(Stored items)
Segment Open
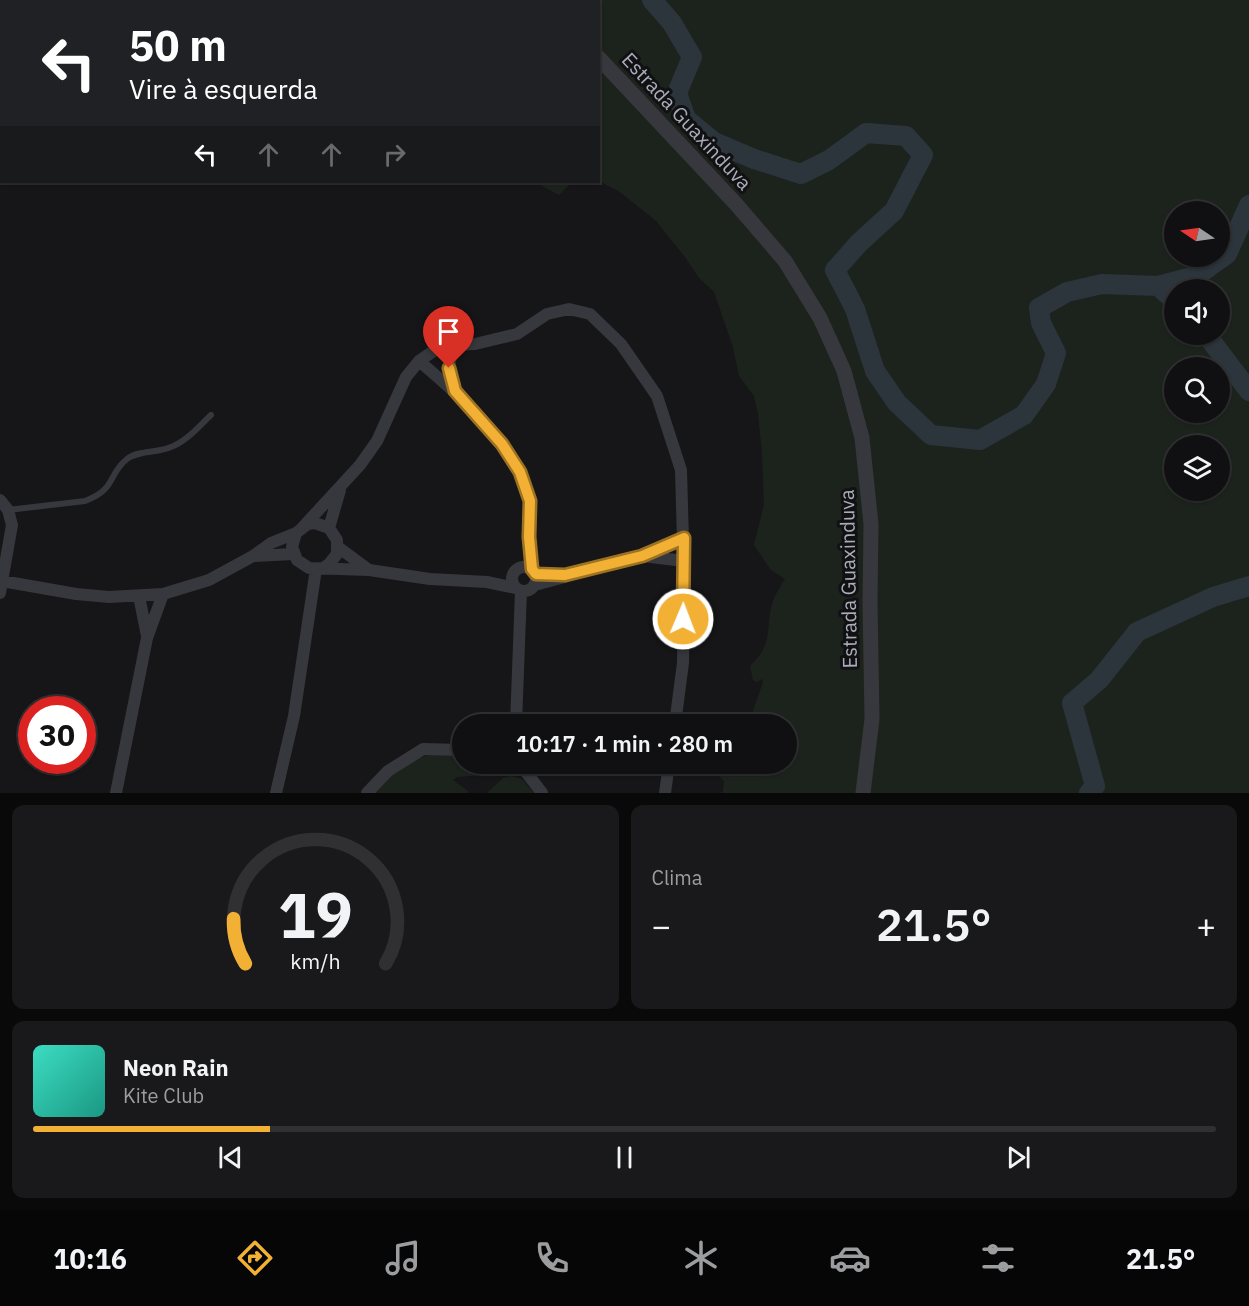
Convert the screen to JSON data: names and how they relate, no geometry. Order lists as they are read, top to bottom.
{
  "streets": {
    "street": ["Estrada Guaxinduva"]
  },
  "north": "left",
  "page": {
    "turn": ["50 m", "Vire à esquerda"],
    "limit": "30",
    "trip": "10:17 · 1 min · 280 m",
    "tile": "Clima",
    "heat": ["−", "21.5°", "+"],
    "song": ["Neon Rain", "Kite Club"],
    "tabs": ["10:16", "21.5°"],
    "gauge": ["19", "km/h"]
  }
}
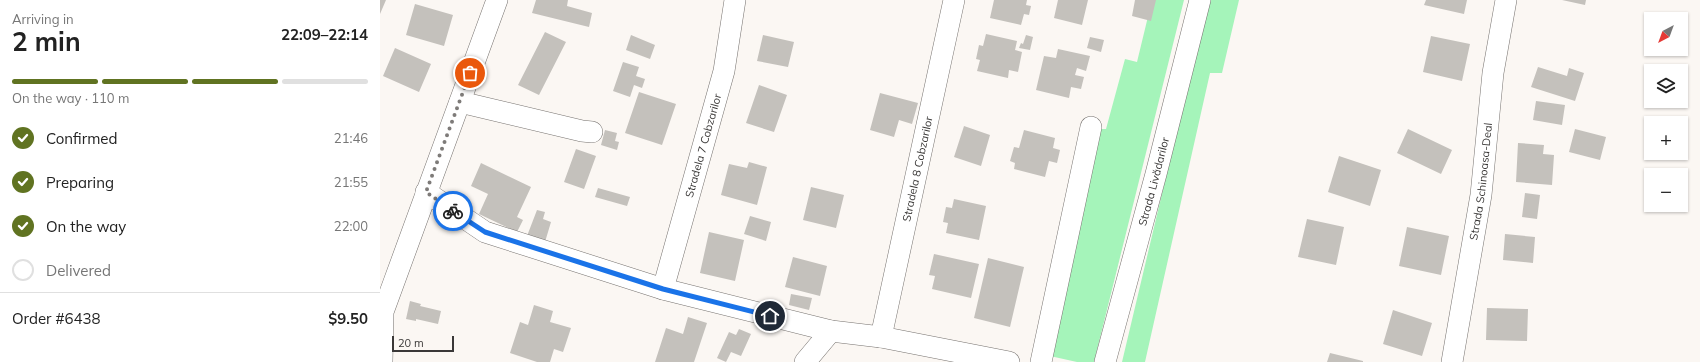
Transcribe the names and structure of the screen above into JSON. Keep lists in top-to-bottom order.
{
  "streets": {
    "street": [
      "Stradela 7 Cobzarilor",
      "Stradela 8 Cobzarilor",
      "Strada Livădarilor",
      "Strada Schinoasa-Deal"
    ]
  },
  "scale_bar": "20 m",
  "north": "bottom left",
  "page": {
    "heading": ["2 min", "Arriving in", "22:09–22:14"],
    "panel": ["Order #6438", "$9.50"],
    "map_buttons": ["+", "−"],
    "bar": "On the way · 110 m",
    "list": [
      ["Confirmed", "21:46"],
      ["Preparing", "21:55"],
      ["On the way", "22:00"],
      "Delivered"
    ],
    "scale": "20 m"
  }
}
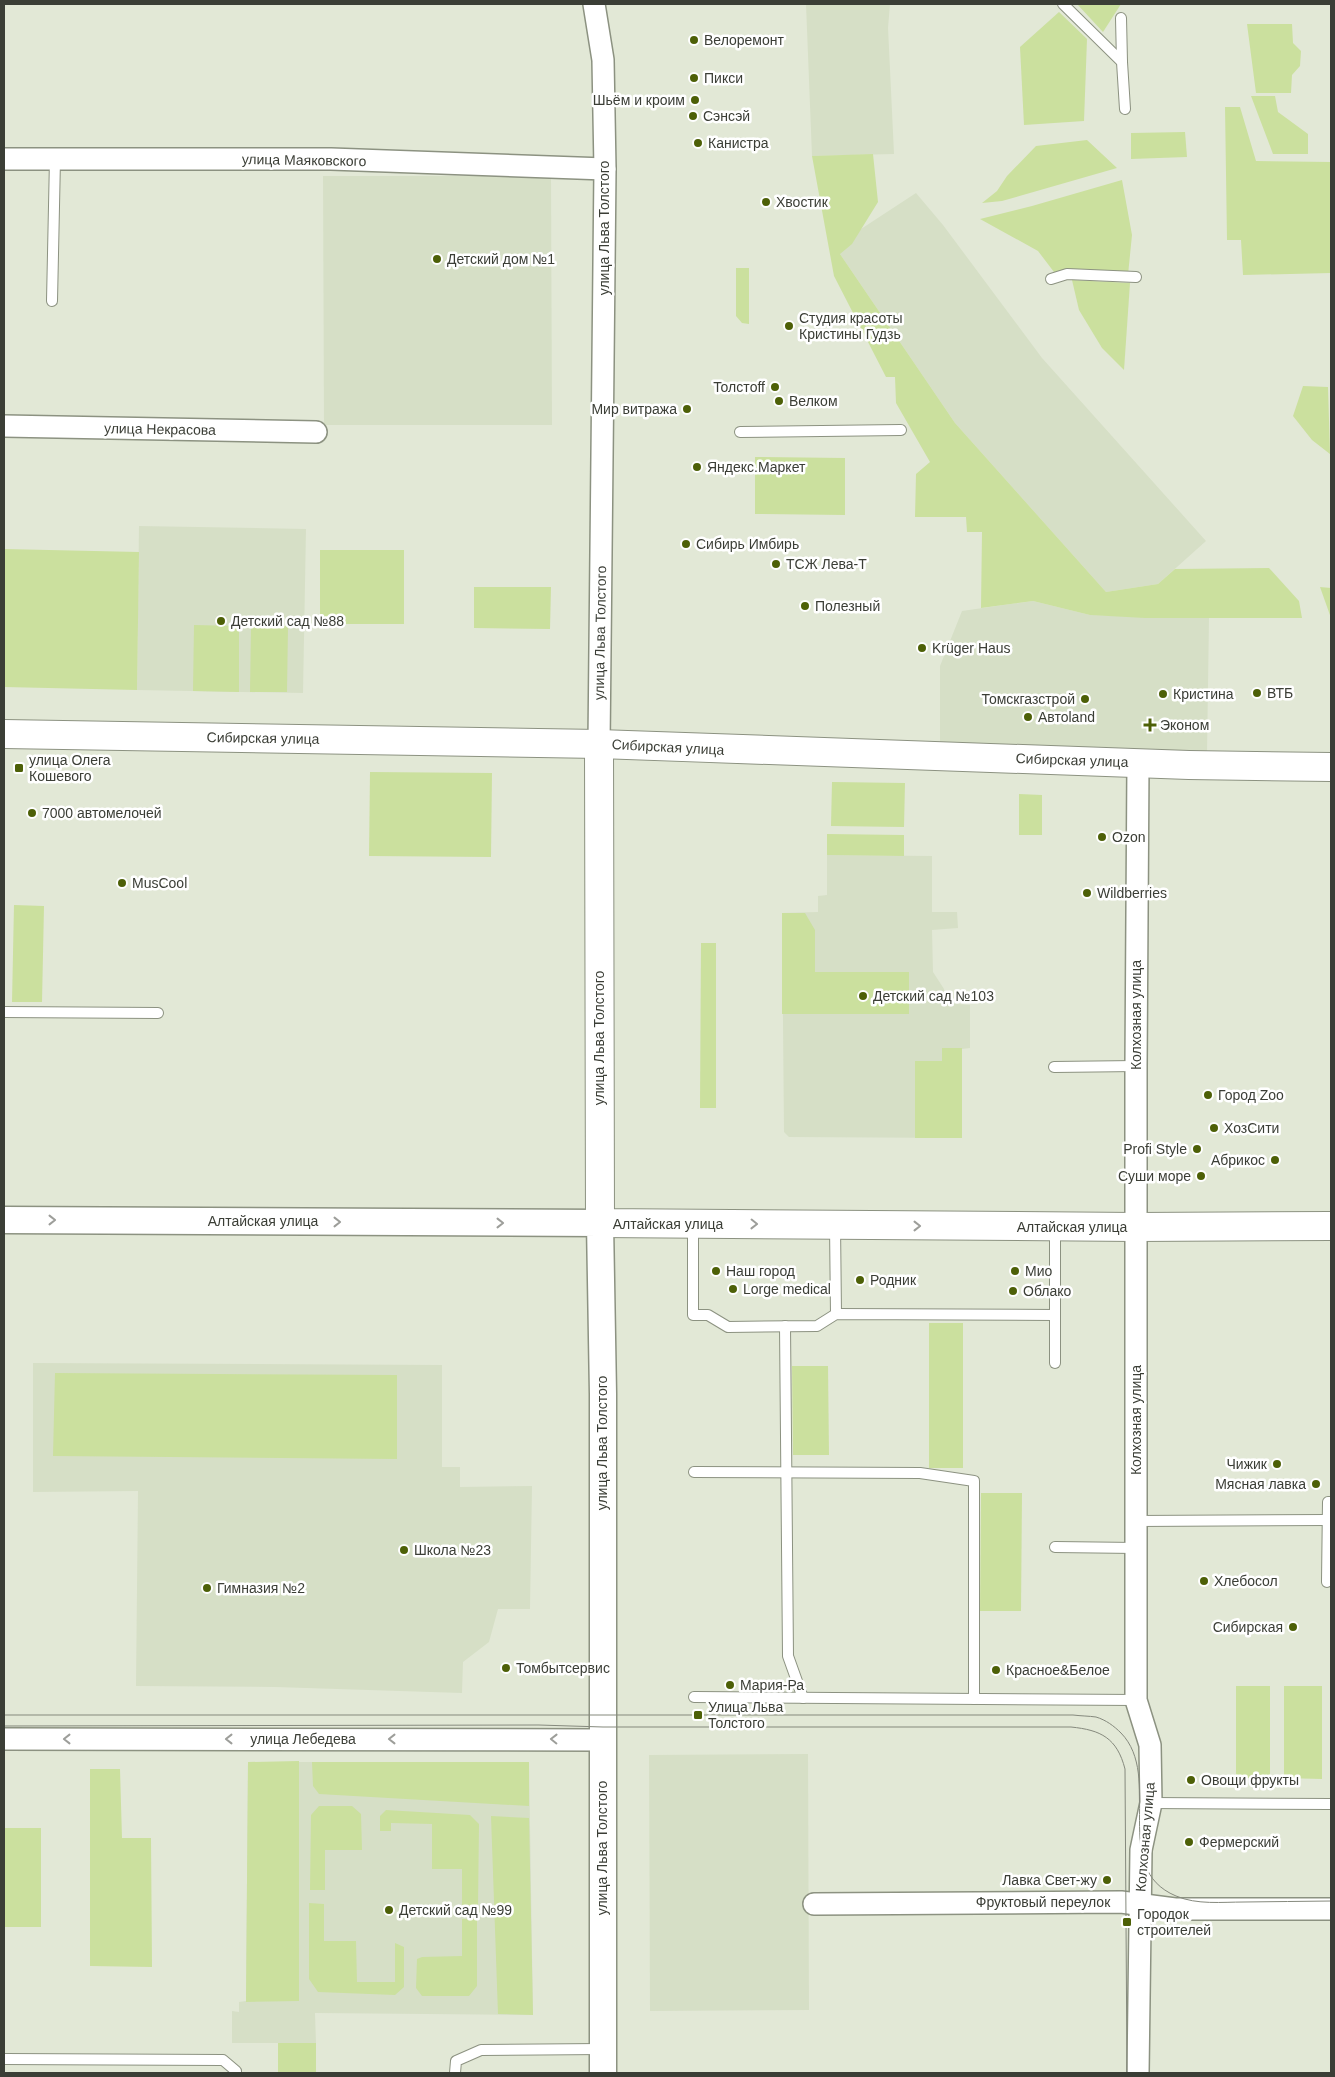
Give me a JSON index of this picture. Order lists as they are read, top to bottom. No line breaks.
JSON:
Segment Closed
Activity: A word-for-word copy of all the data is required, minus the pictures.

Worked solution:
Convert the screen to JSON data: names and how they relate, no geometry. Order lists as they are read, top to bottom.
{
  "streets": {
    "street": ["Estrada Guaxinduva"]
  },
  "north": "left",
  "page": {
    "turn": ["50 m", "Vire à esquerda"],
    "limit": "30",
    "trip": "10:17 · 1 min · 280 m",
    "tile": "Clima",
    "heat": ["−", "21.5°", "+"],
    "song": ["Neon Rain", "Kite Club"],
    "tabs": ["10:16", "21.5°"],
    "gauge": ["19", "km/h"]
  }
}
Transcribe the names and structure of the screen above into JSON. Keep lists in top-to-bottom order.
{
  "streets": {
    "street": [
      "Stradela 7 Cobzarilor",
      "Stradela 8 Cobzarilor",
      "Strada Livădarilor",
      "Strada Schinoasa-Deal"
    ]
  },
  "scale_bar": "20 m",
  "north": "bottom left",
  "page": {
    "heading": ["2 min", "Arriving in", "22:09–22:14"],
    "panel": ["Order #6438", "$9.50"],
    "map_buttons": ["+", "−"],
    "bar": "On the way · 110 m",
    "list": [
      ["Confirmed", "21:46"],
      ["Preparing", "21:55"],
      ["On the way", "22:00"],
      "Delivered"
    ],
    "scale": "20 m"
  }
}
Give me a JSON index of this picture. Order lists as they are read, top to bottom. No line breaks.
JSON:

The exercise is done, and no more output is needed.